Он взял мою ладонь и положил в неё что-то холодное, тяжёлое.

— Я обещаю, что вернусь, — сказал он.

Голос у него был низкий, тёплый, и в ту минуту он показался мне самым надёжным звуком на свете.

— А пока сохрани это для меня.

Я машинально сжала пальцы, не сразу понимая, что именно он мне дал.

Майкл поднялся. Больше он ничего не сказал. Просто отвернулся и пошёл к грузовику спокойно, быстро, будто, если замедлится хоть на секунду, уже не сможет уехать.

Я стояла посреди двора и молча смотрела ему вслед, не в силах вымолвить ни слова.

Потом хлопнула дверца. Загудел мотор. Из-под колёс поднялась пыль, сухая, горькая; я помню, как она щекотала горло и оседала на губах. Казалось, даже воздух не хотел отпускать его так просто.

В тот день я впервые поняла, что уход — это не только шаг в неизвестность. Это ещё и тишина, которая остаётся после.

Я смотрела, как старый пикап удаляется по дороге, пока не скрылся за тем самым поворотом, на который потом ещё много лет я буду смотреть слишком долго, будто однажды дорога сможет вернуть мне всё, что унесла.

Только тогда я разжала ладонь. На солнце тускло блеснула цепочка с парой серебряных жетонов.

Тогда я ещё не знала, что однажды буду ждать звук его машины так же отчаянно, как люди ждут вестей с войны.

Глава 1

Майкл

Chris Stapleton — Broken Halos

Иногда достаточно одного мгновения, чтобы жизнь раскололась на «до» и «после».

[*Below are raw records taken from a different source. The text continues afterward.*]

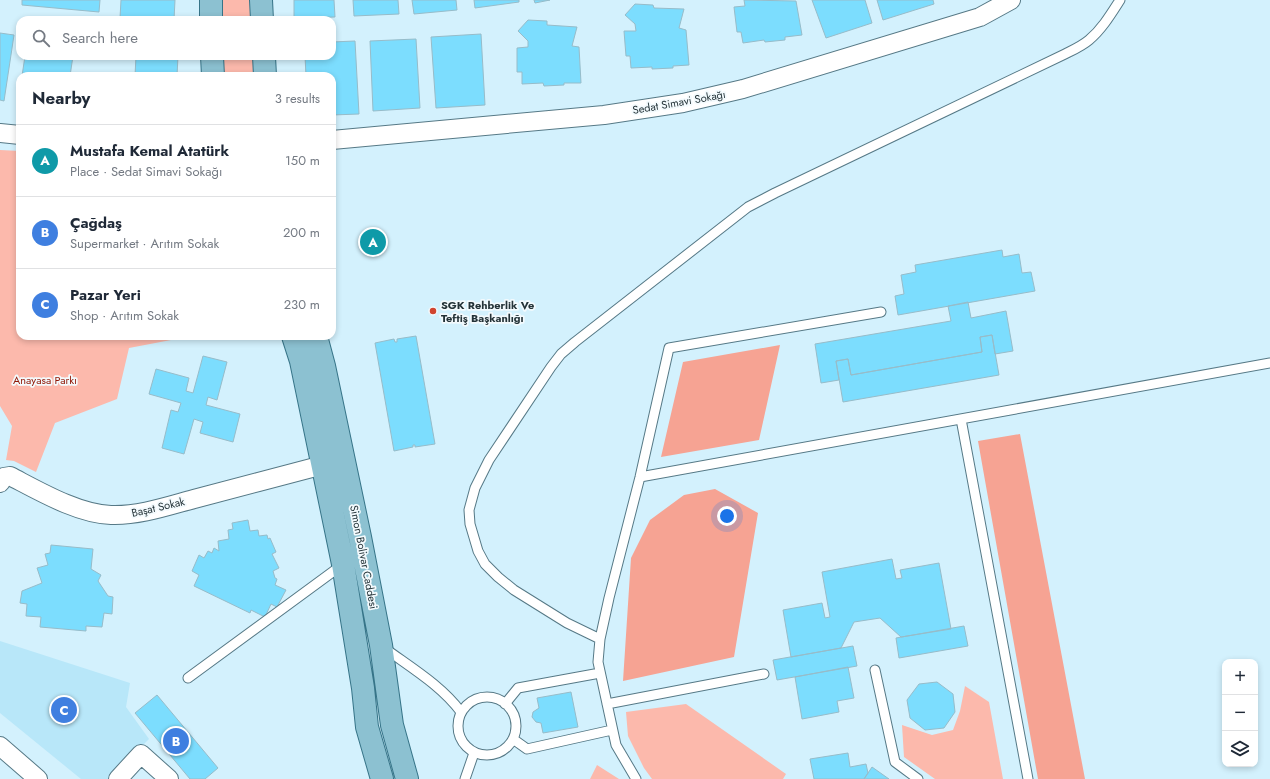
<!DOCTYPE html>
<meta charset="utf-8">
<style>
:root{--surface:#fff;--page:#f2f2f3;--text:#1f2937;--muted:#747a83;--line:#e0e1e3;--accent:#d0442f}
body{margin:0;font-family:Jost,sans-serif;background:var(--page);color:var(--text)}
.controls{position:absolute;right:12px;bottom:12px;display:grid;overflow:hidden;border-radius:8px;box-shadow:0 2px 6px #0003}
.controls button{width:36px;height:36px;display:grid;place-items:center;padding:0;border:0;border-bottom:1px solid var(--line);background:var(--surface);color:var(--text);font:20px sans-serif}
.you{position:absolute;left:727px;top:516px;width:14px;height:14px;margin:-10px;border:3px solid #fff;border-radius:50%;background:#1a73e8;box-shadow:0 0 0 6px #1a73e833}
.badge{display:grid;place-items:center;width:26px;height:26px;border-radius:50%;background:var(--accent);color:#fff;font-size:13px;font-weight:700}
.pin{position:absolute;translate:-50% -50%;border:2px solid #fff;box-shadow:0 1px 4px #0006}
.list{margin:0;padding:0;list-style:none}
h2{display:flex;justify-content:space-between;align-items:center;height:52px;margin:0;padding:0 16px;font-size:17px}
h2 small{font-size:13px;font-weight:400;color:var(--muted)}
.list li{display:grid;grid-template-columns:26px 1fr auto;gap:12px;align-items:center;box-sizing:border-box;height:72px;padding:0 16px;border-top:1px solid var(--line)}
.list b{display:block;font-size:15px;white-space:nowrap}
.list p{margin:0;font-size:13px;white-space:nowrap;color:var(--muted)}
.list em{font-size:13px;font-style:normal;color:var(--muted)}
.icon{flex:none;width:22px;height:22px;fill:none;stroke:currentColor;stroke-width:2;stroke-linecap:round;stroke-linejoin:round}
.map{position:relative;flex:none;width:1270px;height:779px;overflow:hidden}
.search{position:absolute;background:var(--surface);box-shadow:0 2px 6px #0003;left:16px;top:16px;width:320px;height:44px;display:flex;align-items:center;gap:10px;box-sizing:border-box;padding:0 14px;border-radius:12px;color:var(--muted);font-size:15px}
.panel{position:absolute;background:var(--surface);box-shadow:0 2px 6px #0003;left:16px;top:72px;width:320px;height:268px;border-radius:12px}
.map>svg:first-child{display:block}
</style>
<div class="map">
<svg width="1270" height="779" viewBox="0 0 1270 779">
<rect width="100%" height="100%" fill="#d3f1fd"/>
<path fill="#b8e7f9" d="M 0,641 L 130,683 L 126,707 L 149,739 L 109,779 L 81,779 L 0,713 Z"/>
<path fill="#fcb9ac" d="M 211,0 L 261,0 L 262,20 L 211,20 Z
M 212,56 L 264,56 L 265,76 L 213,76 Z
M 0,150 L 20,151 L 20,336 L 192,336 L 129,348 L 117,399 L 55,423 L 36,472 L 14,461 L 6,460 L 12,426 L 0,406 Z
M 965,686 L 989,702 L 1003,779 L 935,779 L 904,757 L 902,725 L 932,735 L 953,730 L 960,711 Z
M 686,704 L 786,774 L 783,779 L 652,779 L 644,768 L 628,736 L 626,712 Z
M 597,765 L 619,779 L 590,779 Z"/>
<path fill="#f6a393" d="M 780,345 L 759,440 L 661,457 L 683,362 Z
M 1020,434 L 1085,779 L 1038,779 L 978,441 Z
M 715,489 L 758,513 L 734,657 L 623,681 L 631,558 L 650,520 L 684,495 Z"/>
<path fill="#7cddfe" stroke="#97bcc9" d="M 22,0 L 100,0 L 99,12 L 22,5 Z
M 121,0 L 175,0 L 174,20 L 120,18 Z
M 294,0 L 334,0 L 335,17 L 294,18 Z
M 353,0 L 398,0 L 399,14 L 354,16 Z
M 412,0 L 456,0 L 457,10 L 414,14 Z
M 474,0 L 519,0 L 519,2 L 475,8 Z
M 534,0 L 550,0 L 535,3 Z
M 744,0 L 796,1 L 802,35 L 785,37 L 785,40 L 765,42 L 764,40 L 743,43 L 741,32 L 737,32 L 734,7 L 745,6 Z
M 812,0 L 865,0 L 872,23 L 826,38 Z
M 877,0 L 933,0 L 934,4 L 883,20 Z
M 635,4 L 653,5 L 654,8 L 684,9 L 679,28 L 686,30 L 689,65 L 673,66 L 673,68 L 652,69 L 652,67 L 631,68 L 630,56 L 626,56 L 624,31 L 636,31 L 635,24 L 625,15 Z
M 528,20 L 547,21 L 547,25 L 577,27 L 572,46 L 579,47 L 581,83 L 564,83 L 564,85 L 544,86 L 543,83 L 522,84 L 522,72 L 517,72 L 517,48 L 528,47 L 528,41 L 518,31 Z
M 0,33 L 14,35 L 4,101 L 0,100 Z
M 481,34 L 485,105 L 436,108 L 431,37 Z
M 416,39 L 420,108 L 373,111 L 370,41 Z
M 355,41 L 359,114 L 332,115 L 332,76 L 306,76 L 305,56 L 332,56 L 332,42 Z
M 25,56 L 73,56 L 70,76 L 22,76 Z
M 136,56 L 178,56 L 177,76 L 135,76 Z
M 1002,250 L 1003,257 L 1019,254 L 1022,273 L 1031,272 L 1035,291 L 898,315 L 895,296 L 904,294 L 901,275 L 916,272 L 915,265 Z
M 968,302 L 971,318 L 1006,311 L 1013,351 L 995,354 L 992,335 L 980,337 L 982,352 L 851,375 L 848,359 L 836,361 L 839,380 L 821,383 L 815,344 L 951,321 L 948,306 Z
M 992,335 L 999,375 L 843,402 L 836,361 L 848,359 L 851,375 L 982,352 L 980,337 Z
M 416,336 L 435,444 L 415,447 L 415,445 L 413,445 L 413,447 L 394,451 L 375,343 L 394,339 L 395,342 L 397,342 L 397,339 Z
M 203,356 L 227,362 L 217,400 L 208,397 L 206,405 L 240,414 L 233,442 L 200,433 L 203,422 L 194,419 L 184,454 L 162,448 L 171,410 L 178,412 L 181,403 L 149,394 L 156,369 L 189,378 L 186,391 L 193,393 Z
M 248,520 L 250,531 L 258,530 L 259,536 L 267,535 L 268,539 L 270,538 L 276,552 L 272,554 L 279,568 L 273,571 L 275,578 L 277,579 L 275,585 L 286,590 L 277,607 L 271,604 L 265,617 L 251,610 L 250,613 L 194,586 L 199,575 L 192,571 L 199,555 L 204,558 L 208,551 L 212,553 L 214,548 L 219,551 L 218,541 L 229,539 L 228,530 L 233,529 L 232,523 Z
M 51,545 L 93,549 L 91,569 L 101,575 L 98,581 L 108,596 L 113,597 L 112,614 L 104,613 L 102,627 L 86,626 L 86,631 L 40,627 L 41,617 L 26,616 L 27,604 L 20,603 L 22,591 L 42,583 L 37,568 L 48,565 L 45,554 L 50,553 Z
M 892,559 L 896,579 L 902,578 L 900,570 L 939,563 L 951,629 L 901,637 L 880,618 L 854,622 L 841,648 L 791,657 L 783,610 L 822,603 L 825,618 L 830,617 L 822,572 Z
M 964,626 L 968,646 L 899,658 L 896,638 Z
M 853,646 L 857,666 L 777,680 L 773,660 Z
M 848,667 L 854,698 L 837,701 L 839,712 L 802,719 L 795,677 Z
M 937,682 L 953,694 L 955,712 L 944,728 L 925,730 L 910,718 L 907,700 L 919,684 Z
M 571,692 L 578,727 L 543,733 L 541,723 L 536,722 L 532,717 L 533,712 L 539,708 L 537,698 Z
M 157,695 L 218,768 L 205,779 L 190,779 L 135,713 Z
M 848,753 L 850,767 L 866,764 L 868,773 L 864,779 L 814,779 L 810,759 Z
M 872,767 L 889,779 L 864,779 Z"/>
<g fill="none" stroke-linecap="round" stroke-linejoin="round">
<defs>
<path id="lane" d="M 961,419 L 1028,779
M 640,477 L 1270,363
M 600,639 L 567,623 L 514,590 L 498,577 L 485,564 L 478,551 L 470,524 L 469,510 L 475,488 L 489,460 L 551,367 L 561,354 L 575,342 L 748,207 L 775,193 L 1065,54 C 1073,50 1082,46 1089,40 C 1102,29 1111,14 1120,0
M 383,647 C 410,667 441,685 461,712
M 875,670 L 895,762 L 918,779
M 188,678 L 342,565
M458 726a29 29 0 1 1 58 0a29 29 0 1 1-58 0Z
M 505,704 L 518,688 L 600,673
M 607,704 L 764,674
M 513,739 L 527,749 L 612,730
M 465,779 L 474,753
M 636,779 L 616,745 L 598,662 L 600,639 L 609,598 L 640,477 L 669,348 L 881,312"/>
<path id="street" d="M 0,133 L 20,135
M 332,140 L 604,115 L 683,103 L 743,89 L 980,17 L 1011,0
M 0,483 L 4,477 L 10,476 C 39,491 78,514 111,515 C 139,516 168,506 194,499 C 237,488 280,476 323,465
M 0,746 L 38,779
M 118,779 L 141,754 L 169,779"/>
<path id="primary" d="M 211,0 L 211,20
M 261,0 L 262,20
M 212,56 L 213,76
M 264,56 L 265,76
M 293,336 L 301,361 L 343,564 L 363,688 L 367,727 L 382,779
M 316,336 L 324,366 L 360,537 L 381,645 L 392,725 L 407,779"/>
</defs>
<use href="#lane" stroke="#567986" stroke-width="11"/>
<use href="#street" stroke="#567986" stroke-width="20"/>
<use href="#primary" stroke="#367488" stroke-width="24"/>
<use href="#lane" stroke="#fff" stroke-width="9"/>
<use href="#street" stroke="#fff" stroke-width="18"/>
<use href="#primary" stroke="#8cc1d1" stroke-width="22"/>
</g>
<circle fill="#d0442f" stroke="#f3fafd" stroke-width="1.5" cx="433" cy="311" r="4"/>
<g text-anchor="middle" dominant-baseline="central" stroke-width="3.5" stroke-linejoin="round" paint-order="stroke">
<g font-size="11" fill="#243338" stroke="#f3fafd">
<text transform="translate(679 102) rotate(-10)">Sedat Simavi Sokağı</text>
<text transform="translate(158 507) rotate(-13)">Başat Sokak</text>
<text transform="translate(364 557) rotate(79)">Simon Bolivar Caddesi</text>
</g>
<g font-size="11" font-weight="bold" fill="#243338" stroke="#f3fafd" text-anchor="start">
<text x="441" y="305">SGK Rehberlik Ve<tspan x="441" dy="13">Teftiş Başkanlığı</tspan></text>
</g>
<g font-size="11" fill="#901705" stroke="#f3fafd">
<text x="45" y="380">Anayasa Parkı</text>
</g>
</g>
</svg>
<div class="controls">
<button>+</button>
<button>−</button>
<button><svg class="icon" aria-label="layers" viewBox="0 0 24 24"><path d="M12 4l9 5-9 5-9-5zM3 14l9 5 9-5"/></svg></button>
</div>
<div class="you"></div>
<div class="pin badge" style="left:373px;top:242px;background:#0f9aa8">A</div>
<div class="pin badge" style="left:176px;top:741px;background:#3f7fe0">B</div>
<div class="pin badge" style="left:64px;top:710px;background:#3f7fe0">C</div>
<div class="search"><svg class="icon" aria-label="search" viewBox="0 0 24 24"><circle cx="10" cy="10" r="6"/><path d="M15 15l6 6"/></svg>Search here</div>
<section class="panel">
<h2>Nearby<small>3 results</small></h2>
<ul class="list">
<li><span class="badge" style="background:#0f9aa8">A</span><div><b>Mustafa Kemal Atatürk</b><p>Place · Sedat Simavi Sokağı</p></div><em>150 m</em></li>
<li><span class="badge" style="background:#3f7fe0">B</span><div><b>Çağdaş</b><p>Supermarket · Arıtım Sokak</p></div><em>200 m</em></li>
<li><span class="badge" style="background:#3f7fe0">C</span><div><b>Pazar Yeri</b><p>Shop · Arıtım Sokak</p></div><em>230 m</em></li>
</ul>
</section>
</div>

У меня было такое мгновение.

Утро началось как обычно: душно, жарко, невыносимо тихо. Мы вернулись с операции поздно ночью. Один раненый. Американец. Ещё один человек, которого удалось вытащить из места, где смерть ходила рядом так буднично, что к ней почти переставали оборачиваться.

Почти.

Когда живёшь в аду достаточно долго, начинаешь делать безумные вещи спокойно. Бежишь туда, откуда остальные отступают. Прижимаешь ладонь к чужой ране. Считаешь секунды, кровь, дыхание. Потому что иногда между жизнью и смертью остаёшься только ты, твои руки и чёртов приказ не дать человеку умереть.

Я был боевым медиком армии США. По крайней мере, когда-то был.

Иногда мне кажется, что слово «был» страшнее любого взрыва. Оно отрезает тебя от самого себя чище, чем осколок. Был медиком. Был другом. Был человеком, который знал, зачем просыпается утром. А потом от всего этого остаётся только привычка дышать, выполнять инструкции и не задавать себе лишних вопросов.

Ещё вчера ты мог играть в мяч под палящим солнцем пустыни, смеяться до боли в животе и подшучивать над Миком, пока он, красный от смущения, пытался говорить по телефону с Сэди так, будто весь наш отряд не слушал каждое его слово.

Тогда нам казалось, что жизнь не может закончиться посреди такой ерунды. Что война — это просто длинная, грязная командировка, после которой кто-то вернётся к невесте, кто-то — к матери, кто-то — к пустой квартире, но всё равно вернётся. Мы знали, что смерть рядом. Чувствовали её в пыли, в жаре, в металлическом привкусе воздуха после взрывов. Просто научились делать вид, что она стоит не за нашим плечом.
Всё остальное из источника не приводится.